» **MATERIALS PROVIDED**:
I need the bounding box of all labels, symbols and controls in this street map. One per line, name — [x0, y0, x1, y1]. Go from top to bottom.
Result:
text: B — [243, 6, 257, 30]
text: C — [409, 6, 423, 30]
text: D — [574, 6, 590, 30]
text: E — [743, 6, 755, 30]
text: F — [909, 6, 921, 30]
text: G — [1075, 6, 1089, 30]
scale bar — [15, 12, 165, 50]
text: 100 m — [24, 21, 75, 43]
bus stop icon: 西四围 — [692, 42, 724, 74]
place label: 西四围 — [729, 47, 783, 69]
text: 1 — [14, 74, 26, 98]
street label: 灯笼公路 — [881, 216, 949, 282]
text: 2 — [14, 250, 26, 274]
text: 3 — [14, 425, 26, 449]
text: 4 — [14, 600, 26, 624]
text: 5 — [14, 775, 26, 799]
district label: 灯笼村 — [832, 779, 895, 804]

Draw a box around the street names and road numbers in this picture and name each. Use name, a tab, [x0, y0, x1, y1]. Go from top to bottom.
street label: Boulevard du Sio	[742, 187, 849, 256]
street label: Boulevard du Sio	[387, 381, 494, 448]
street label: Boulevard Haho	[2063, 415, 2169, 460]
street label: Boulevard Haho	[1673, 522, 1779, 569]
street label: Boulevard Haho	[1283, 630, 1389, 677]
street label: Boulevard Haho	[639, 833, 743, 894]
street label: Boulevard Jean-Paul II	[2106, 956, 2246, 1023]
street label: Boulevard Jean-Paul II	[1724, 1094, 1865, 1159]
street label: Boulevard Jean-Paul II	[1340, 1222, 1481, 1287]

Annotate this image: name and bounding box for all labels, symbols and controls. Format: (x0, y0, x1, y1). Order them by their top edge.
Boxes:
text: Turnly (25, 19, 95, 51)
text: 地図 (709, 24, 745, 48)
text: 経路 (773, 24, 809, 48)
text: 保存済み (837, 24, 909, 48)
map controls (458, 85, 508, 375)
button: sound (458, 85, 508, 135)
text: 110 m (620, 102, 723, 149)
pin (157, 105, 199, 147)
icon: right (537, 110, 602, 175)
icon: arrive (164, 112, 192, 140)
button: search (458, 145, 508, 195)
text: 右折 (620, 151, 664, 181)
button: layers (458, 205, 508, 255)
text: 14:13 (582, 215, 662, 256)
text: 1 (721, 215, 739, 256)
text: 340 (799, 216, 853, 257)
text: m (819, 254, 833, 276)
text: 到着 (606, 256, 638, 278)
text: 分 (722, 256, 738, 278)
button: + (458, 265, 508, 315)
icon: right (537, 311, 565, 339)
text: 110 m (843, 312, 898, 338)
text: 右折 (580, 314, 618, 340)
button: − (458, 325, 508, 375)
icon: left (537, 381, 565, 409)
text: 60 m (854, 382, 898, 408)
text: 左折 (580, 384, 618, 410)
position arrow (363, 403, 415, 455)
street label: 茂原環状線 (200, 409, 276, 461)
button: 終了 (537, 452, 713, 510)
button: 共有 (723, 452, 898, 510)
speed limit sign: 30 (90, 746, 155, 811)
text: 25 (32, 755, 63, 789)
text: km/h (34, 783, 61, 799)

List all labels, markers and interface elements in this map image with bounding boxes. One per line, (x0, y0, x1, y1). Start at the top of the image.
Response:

» **WHAT THIS TASK INVOLVES**: In the material above, find the lines that contain "image" and show them.

» **WRITTEN SOLUTION**:
Annotate this image: name and bounding box for all labels, symbols and controls. Format: (x0, y0, x1, y1). Order them by their top edge.
List all labels, markers and interface elements in this map image with bounding boxes. One per line, (x0, y0, x1, y1). Start at the top of the image.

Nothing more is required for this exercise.